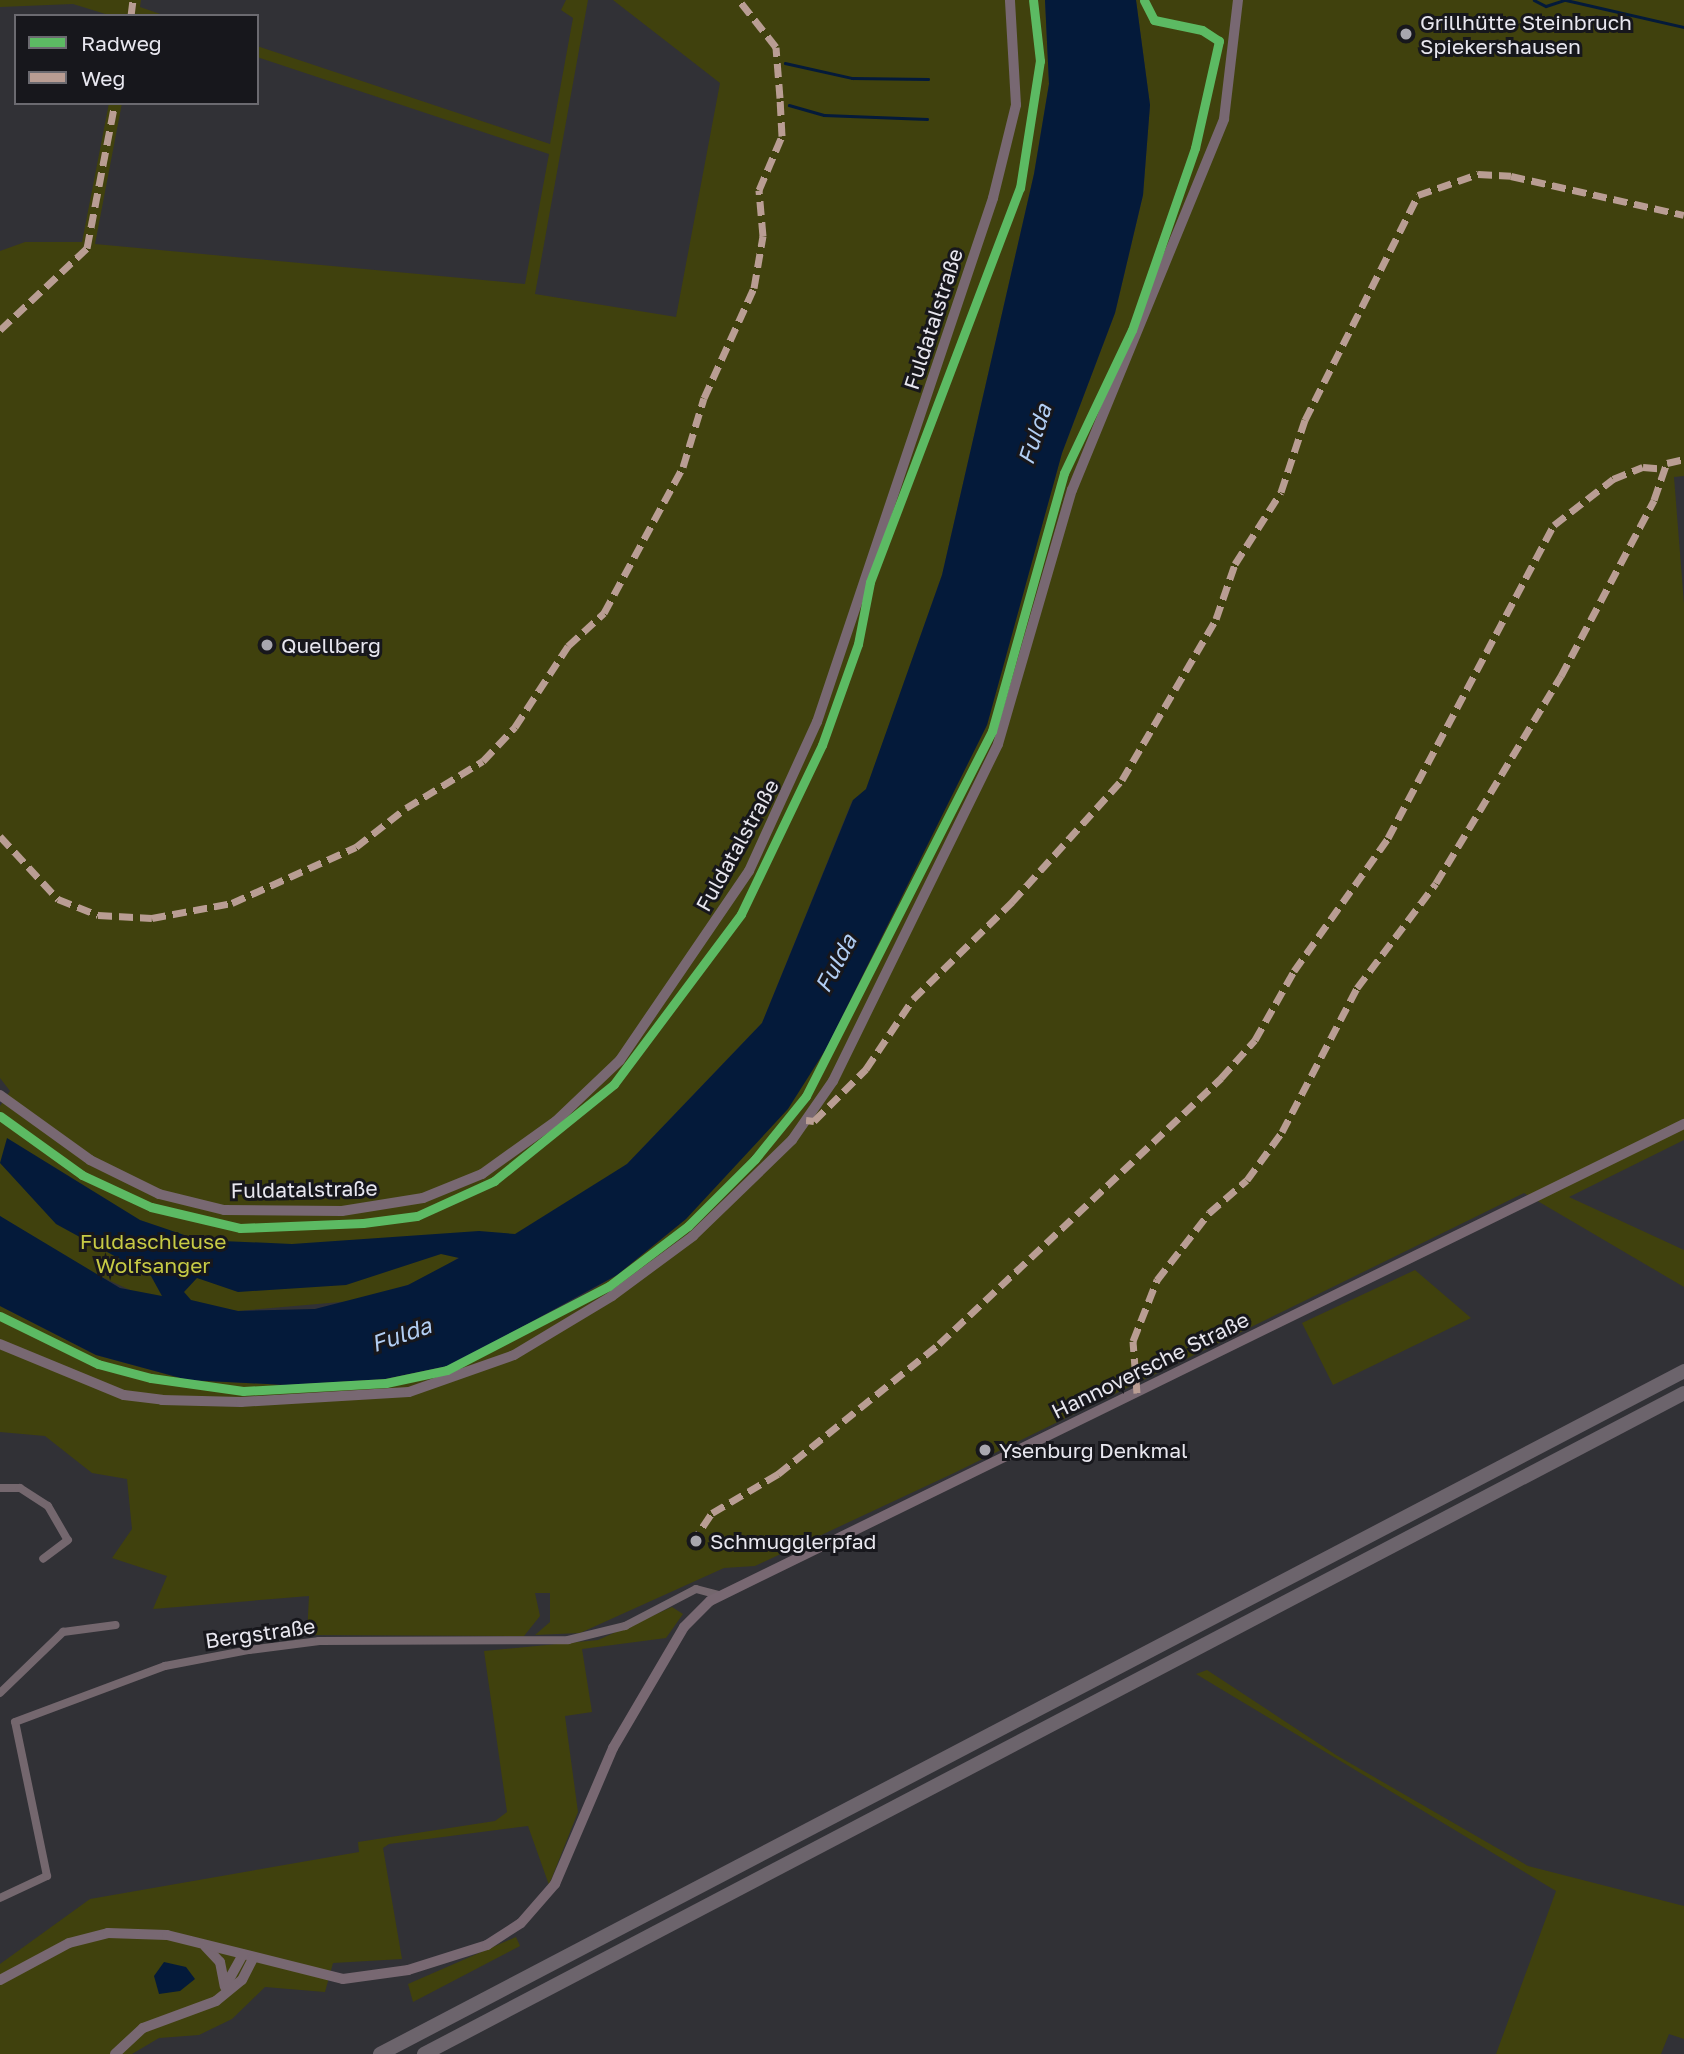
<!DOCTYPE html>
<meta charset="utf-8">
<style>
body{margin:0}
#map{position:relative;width:1684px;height:2054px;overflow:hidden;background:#313136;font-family:"Golos Text",sans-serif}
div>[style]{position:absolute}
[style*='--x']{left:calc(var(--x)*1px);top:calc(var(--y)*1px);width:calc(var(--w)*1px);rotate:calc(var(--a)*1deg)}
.green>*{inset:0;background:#40410d}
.water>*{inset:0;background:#041a3a}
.stream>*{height:2.5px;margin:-1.25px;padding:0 1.25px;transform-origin:1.25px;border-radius:1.25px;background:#041a3a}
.street>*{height:8px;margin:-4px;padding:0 4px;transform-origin:4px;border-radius:4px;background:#74676e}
.secondary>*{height:10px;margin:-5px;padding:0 5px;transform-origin:5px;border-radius:5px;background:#786872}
.highway>*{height:14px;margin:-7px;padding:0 7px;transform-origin:7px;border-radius:7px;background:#6c646c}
.quiet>*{height:7px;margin-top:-3.5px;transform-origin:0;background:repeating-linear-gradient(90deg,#b99d93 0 14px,transparent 0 21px)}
.cycleway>*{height:9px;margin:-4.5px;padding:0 4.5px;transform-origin:4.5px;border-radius:4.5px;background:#5cba63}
.dots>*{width:19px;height:19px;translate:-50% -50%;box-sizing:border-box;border:4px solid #17171c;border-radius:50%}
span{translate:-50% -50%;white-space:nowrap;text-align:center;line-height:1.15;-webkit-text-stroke:6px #17171c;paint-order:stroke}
.poi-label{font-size:21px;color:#e8e7ef}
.left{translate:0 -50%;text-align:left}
.street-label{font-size:21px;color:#e8e7ef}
.park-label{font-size:21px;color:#c7ca45}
.water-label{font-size:23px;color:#b2cef3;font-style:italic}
.legend{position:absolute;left:14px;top:14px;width:245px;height:91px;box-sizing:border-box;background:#17171c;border:2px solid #6b6a70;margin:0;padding:9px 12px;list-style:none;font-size:21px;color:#e8e7ef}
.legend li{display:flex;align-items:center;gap:14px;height:35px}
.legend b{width:35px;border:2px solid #6b6a70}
</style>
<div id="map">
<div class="green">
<div style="clip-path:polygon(0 0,141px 0,140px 7px,166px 16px,112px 16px,73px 4px,0 7px)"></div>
<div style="clip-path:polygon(566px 0,588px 0,535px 294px,676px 317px,720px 83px,613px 0,1045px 0,1049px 84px,1034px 174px,942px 575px,866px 790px,852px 801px,762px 1023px,627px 1164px,533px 1228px,459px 1257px,431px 1277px,364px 1300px,238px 1311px,145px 1297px,78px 1266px,0 1216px,0 1106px,10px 1091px,0 1078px,0 251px,25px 242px,82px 242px,109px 103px,122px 103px,95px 244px,525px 284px,549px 154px,257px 57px,257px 46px,550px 144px,573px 18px,561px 10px)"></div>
<div style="clip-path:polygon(1136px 0,1684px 0,1684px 476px,1674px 477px,1684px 604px,1684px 1140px,1569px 1197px,1684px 1250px,1684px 1287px,1524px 1193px,954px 1473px,755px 1566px,724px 1568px,580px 1633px,535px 1635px,550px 1622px,550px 1593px,535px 1593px,540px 1616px,524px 1636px,307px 1635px,309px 1596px,153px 1609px,167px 1576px,112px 1558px,132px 1529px,127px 1479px,92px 1473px,45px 1436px,0 1432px,0 1306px,96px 1355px,188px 1380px,286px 1385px,385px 1379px,452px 1365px,533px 1325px,617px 1275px,686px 1219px,826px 1049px,987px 725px,1062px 453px,1115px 313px,1143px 195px,1150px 105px)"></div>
<div style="clip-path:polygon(1415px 1270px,1471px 1318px,1333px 1385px,1302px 1323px)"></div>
<div style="clip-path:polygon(672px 1607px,683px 1614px,666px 1638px,582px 1649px,592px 1712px,565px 1716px,578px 1812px,549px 1885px,528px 1826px,389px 1844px,383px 1848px,402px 1959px,333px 1963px,325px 1992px,265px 1987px,232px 2019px,199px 2035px,159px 2038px,132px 2054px,0 2054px,0 1964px,90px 1899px,359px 1852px,358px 1842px,495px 1821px,507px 1812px,484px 1651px,598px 1640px)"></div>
<div style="clip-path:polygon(1207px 1670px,1336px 1755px,1528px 1866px,1684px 1906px,1684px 2039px,1669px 2034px,1661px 2054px,1496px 2054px,1556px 1891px,1196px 1674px)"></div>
<div style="clip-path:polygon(516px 1937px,520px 1946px,413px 2002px,408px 1984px)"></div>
</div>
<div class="water">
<div style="clip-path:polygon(evenodd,1045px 0,1136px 0,1150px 105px,1143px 195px,1115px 313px,1062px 453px,987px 725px,826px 1049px,788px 1109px,686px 1219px,617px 1275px,452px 1365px,385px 1379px,286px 1385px,188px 1380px,96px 1355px,0 1306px,0 1216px,120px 1288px,162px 1296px,151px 1276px,56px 1224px,0 1163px,7px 1138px,140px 1220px,199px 1240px,292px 1244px,479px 1231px,515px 1234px,627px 1164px,762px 1023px,853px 800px,866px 789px,942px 575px,1034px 174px,1049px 84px,1045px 0,441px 1254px,459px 1258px,408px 1285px,315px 1309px,238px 1311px,191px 1300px,184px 1292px,197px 1278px,238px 1292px,346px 1285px,441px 1254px)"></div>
<div style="clip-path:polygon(164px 1962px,186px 1967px,195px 1979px,180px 1991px,159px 1994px,154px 1976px)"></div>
</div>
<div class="stream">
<div style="--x:1534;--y:0;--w:13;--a:27"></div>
<div style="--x:1546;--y:6;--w:20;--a:-18"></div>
<div style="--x:1566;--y:0;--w:121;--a:12.9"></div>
<div style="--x:785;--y:63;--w:69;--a:12.6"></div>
<div style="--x:852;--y:78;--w:76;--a:0.8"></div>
<div style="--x:789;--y:105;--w:36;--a:16"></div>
<div style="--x:824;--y:115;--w:103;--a:2.2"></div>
</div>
<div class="street">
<div style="--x:0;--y:1488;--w:20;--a:0"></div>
<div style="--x:20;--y:1488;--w:33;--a:33"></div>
<div style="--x:48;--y:1506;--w:39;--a:60"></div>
<div style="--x:68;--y:1540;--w:31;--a:143"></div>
<div style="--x:0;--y:1693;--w:88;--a:-44.1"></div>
<div style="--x:63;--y:1632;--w:53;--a:-7.5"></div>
<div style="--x:0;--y:1898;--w:52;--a:-25.1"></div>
<div style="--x:47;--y:1876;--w:157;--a:-101.7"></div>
<div style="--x:15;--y:1722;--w:160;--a:-20.5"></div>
<div style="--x:165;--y:1666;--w:86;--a:-10.8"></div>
<div style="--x:249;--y:1650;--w:71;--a:-7.3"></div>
<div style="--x:319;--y:1641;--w:249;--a:-0.2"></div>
<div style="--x:568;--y:1640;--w:59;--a:-13.8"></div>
<div style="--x:625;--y:1626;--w:80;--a:-27.5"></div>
<div style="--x:696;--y:1589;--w:24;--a:15"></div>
</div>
<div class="secondary">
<div style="--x:0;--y:1095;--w:111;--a:35.8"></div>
<div style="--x:90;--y:1160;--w:77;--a:26.2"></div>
<div style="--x:159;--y:1194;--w:67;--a:13.8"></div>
<div style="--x:224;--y:1210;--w:118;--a:0.5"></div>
<div style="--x:342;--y:1211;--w:82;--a:-9.1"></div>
<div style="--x:423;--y:1198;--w:64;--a:-22.1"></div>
<div style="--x:482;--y:1174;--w:91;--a:-35.6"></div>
<div style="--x:556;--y:1121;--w:88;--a:-43.6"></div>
<div style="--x:620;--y:1060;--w:229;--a:-55.7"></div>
<div style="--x:749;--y:871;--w:164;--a:-65.5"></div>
<div style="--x:817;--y:722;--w:553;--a:-71.43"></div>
<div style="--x:993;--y:198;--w:96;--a:-76.1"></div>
<div style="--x:1016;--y:105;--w:105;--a:-93.3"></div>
<div style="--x:0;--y:1344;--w:134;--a:22.4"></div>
<div style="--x:124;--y:1395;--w:38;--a:7"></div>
<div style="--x:162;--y:1400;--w:79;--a:1.5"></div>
<div style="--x:241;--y:1402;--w:168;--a:-3.4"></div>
<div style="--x:409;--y:1392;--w:111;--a:-19.4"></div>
<div style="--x:514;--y:1355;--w:114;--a:-31"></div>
<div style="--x:612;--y:1296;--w:101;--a:-36.5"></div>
<div style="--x:693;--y:1236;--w:138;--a:-44.1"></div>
<div style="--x:792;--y:1140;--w:72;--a:-55.2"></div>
<div style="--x:833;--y:1081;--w:375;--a:-63.9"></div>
<div style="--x:998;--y:744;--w:265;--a:-73.8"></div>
<div style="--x:1072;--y:490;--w:401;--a:-67.7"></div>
<div style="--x:1224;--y:119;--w:120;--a:-83.3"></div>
<div style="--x:205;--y:1946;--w:22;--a:47"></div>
<div style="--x:220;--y:1962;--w:25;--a:79"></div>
<div style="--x:0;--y:1980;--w:78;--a:-28.2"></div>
<div style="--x:69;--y:1943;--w:40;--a:-14.4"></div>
<div style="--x:108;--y:1933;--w:59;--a:1.9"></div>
<div style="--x:167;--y:1935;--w:181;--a:14"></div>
<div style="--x:343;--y:1979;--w:66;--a:-7.9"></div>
<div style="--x:408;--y:1970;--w:83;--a:-17.6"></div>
<div style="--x:487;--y:1945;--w:40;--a:-32.9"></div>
<div style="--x:521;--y:1923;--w:52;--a:-48.9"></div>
<div style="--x:555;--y:1884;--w:148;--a:-66.9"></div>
<div style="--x:613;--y:1748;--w:140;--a:-59.6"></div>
<div style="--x:684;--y:1627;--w:37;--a:-45"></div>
<div style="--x:710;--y:1601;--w:1085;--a:-26.09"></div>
<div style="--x:226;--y:1985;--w:35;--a:-61"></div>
<div style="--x:115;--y:2054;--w:38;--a:-43"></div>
<div style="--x:143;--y:2028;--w:78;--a:-20.3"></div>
<div style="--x:216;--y:2001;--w:33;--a:-39"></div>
<div style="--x:242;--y:1980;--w:25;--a:-63"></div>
</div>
<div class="highway">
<div style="--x:380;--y:2054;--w:1472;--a:-27.64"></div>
<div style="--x:424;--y:2054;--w:1423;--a:-27.68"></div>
</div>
<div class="quiet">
<div style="--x:131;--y:16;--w:16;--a:-83"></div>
<div style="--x:0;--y:330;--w:120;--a:-43.3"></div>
<div style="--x:87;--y:248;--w:148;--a:-79.1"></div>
<div style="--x:0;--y:836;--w:86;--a:47.4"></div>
<div style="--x:58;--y:899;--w:43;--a:21.8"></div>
<div style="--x:98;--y:915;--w:54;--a:3.2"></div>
<div style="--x:152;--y:918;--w:81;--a:-10.6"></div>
<div style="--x:232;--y:903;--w:136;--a:-24.3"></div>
<div style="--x:356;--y:847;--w:63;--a:-38"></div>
<div style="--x:406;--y:808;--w:90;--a:-31.4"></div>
<div style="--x:483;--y:761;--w:47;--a:-46.7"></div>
<div style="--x:515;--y:727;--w:97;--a:-56.8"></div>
<div style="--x:568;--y:646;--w:49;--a:-42.5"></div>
<div style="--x:604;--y:613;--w:166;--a:-61.6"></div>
<div style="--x:683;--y:467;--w:72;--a:-73.1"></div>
<div style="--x:704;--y:398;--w:121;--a:-65.6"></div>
<div style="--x:754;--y:288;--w:53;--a:-80.2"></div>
<div style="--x:763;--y:236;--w:46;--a:-95"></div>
<div style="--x:759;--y:190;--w:59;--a:-66.9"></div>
<div style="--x:782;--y:136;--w:38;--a:-93"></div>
<div style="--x:780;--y:98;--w:51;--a:-94.5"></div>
<div style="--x:776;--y:47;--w:60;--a:-128.2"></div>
<div style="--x:806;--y:1120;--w:8;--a:7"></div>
<div style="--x:814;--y:1121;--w:74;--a:-45"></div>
<div style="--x:866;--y:1069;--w:84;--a:-56.1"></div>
<div style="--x:913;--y:999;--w:139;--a:-44.4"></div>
<div style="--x:1012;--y:902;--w:164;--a:-48"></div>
<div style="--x:1122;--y:780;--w:186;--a:-59.7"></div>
<div style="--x:1216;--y:619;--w:58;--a:-70.9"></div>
<div style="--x:1235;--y:564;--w:85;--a:-57.4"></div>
<div style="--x:1281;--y:492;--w:76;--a:-71.6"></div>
<div style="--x:1305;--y:420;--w:252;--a:-63.3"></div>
<div style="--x:1418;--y:195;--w:64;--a:-19.3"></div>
<div style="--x:1478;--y:174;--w:33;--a:3"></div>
<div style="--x:1511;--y:176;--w:177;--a:12.7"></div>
<div style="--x:1137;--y:1393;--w:52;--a:-94.4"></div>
<div style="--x:1133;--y:1341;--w:66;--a:-68.5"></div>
<div style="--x:1157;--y:1280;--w:85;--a:-52.2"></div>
<div style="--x:1209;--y:1213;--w:50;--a:-41"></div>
<div style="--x:1247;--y:1180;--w:59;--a:-53.9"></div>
<div style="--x:1282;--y:1132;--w:162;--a:-62.5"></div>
<div style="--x:1357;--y:988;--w:131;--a:-53"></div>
<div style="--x:1436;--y:883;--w:242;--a:-58.9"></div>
<div style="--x:1561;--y:676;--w:199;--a:-62.1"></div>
<div style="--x:1654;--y:500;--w:39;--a:-71"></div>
<div style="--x:1667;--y:463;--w:17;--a:-13"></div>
<div style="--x:691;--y:1544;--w:37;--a:-56"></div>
<div style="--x:712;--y:1513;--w:77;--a:-30.6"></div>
<div style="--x:778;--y:1474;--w:207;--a:-38.9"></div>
<div style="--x:939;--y:1344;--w:388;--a:-43.3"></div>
<div style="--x:1221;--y:1078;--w:51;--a:-48.2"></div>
<div style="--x:1255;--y:1040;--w:79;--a:-60.5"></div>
<div style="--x:1294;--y:971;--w:163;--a:-54.7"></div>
<div style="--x:1388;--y:838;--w:354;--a:-62.1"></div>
<div style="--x:1554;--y:525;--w:75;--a:-37.9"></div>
<div style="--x:1613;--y:479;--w:32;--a:-22"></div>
<div style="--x:1643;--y:467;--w:21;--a:5"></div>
</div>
<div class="cycleway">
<div style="--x:0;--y:1116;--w:101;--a:35.7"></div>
<div style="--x:82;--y:1175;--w:76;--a:24.9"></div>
<div style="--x:151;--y:1207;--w:91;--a:13.3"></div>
<div style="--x:240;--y:1228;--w:123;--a:-2.3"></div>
<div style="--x:363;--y:1223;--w:54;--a:-7.4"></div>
<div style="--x:417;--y:1216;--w:85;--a:-24.4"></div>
<div style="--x:494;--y:1181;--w:154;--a:-38.9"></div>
<div style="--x:614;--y:1084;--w:212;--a:-53.2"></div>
<div style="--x:741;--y:914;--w:187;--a:-64.4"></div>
<div style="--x:822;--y:745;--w:107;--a:-70.4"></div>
<div style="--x:858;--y:644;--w:63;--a:-79"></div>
<div style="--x:870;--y:582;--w:422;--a:-69.2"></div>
<div style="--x:1020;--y:188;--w:129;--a:-81.1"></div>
<div style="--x:1040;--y:61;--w:61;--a:-96.5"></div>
<div style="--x:0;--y:1316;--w:109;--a:26.1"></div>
<div style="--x:98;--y:1364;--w:55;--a:14.8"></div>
<div style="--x:151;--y:1378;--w:93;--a:8"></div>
<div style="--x:243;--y:1391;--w:143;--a:-3.2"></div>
<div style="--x:386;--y:1383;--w:62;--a:-12"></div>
<div style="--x:447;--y:1370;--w:182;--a:-27.4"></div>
<div style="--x:609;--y:1286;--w:99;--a:-37.2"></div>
<div style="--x:688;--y:1226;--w:95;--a:-45"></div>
<div style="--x:755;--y:1159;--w:81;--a:-51"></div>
<div style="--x:806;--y:1096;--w:410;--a:-63"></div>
<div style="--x:992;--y:731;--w:268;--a:-74.4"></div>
<div style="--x:1064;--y:473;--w:158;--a:-64.6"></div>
<div style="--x:1132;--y:330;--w:193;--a:-70.9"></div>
<div style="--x:1195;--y:148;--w:110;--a:-77.4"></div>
<div style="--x:1219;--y:41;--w:20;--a:-147"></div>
<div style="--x:1202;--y:30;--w:49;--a:-168.2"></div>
<div style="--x:1154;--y:20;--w:22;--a:-117"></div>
</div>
<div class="dots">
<div style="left:1406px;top:34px;background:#a8a7ae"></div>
<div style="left:267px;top:645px;background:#a8a7ae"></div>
<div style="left:985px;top:1450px;background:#a8a7ae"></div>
<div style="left:696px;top:1541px;background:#a8a7ae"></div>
</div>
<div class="poi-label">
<span class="left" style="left:1420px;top:34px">Grillhütte Steinbruch<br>Spiekershausen</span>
<span class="left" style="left:281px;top:645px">Quellberg</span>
<span class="left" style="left:999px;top:1450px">Ysenburg Denkmal</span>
<span class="left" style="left:710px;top:1541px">Schmugglerpfad</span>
</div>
<div class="street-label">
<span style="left:933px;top:319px;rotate:-72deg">Fuldatalstraße</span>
<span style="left:737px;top:845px;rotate:-61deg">Fuldatalstraße</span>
<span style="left:304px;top:1189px;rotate:-1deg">Fuldatalstraße</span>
<span style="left:1150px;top:1365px;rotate:-26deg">Hannoversche Straße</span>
<span style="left:260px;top:1633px;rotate:-8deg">Bergstraße</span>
</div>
<div class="park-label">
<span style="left:153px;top:1253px">Fuldaschleuse<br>Wolfsanger</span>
</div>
<div class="water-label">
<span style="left:1034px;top:434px;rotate:-72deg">Fulda</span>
<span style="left:835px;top:963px;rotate:-62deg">Fulda</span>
<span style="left:401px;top:1334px;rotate:-19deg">Fulda</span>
</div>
<ul class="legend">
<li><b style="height:9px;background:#5cba63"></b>Radweg</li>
<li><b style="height:9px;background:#b99d93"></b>Weg</li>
</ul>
</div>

┄┄┄┄┄┄

THE TASK ->
Where a line of the listing holds the string "inset", copy that line.

RESULT OF THE EXERCISE ->
.green>*{inset:0;background:#40410d}
.water>*{inset:0;background:#041a3a}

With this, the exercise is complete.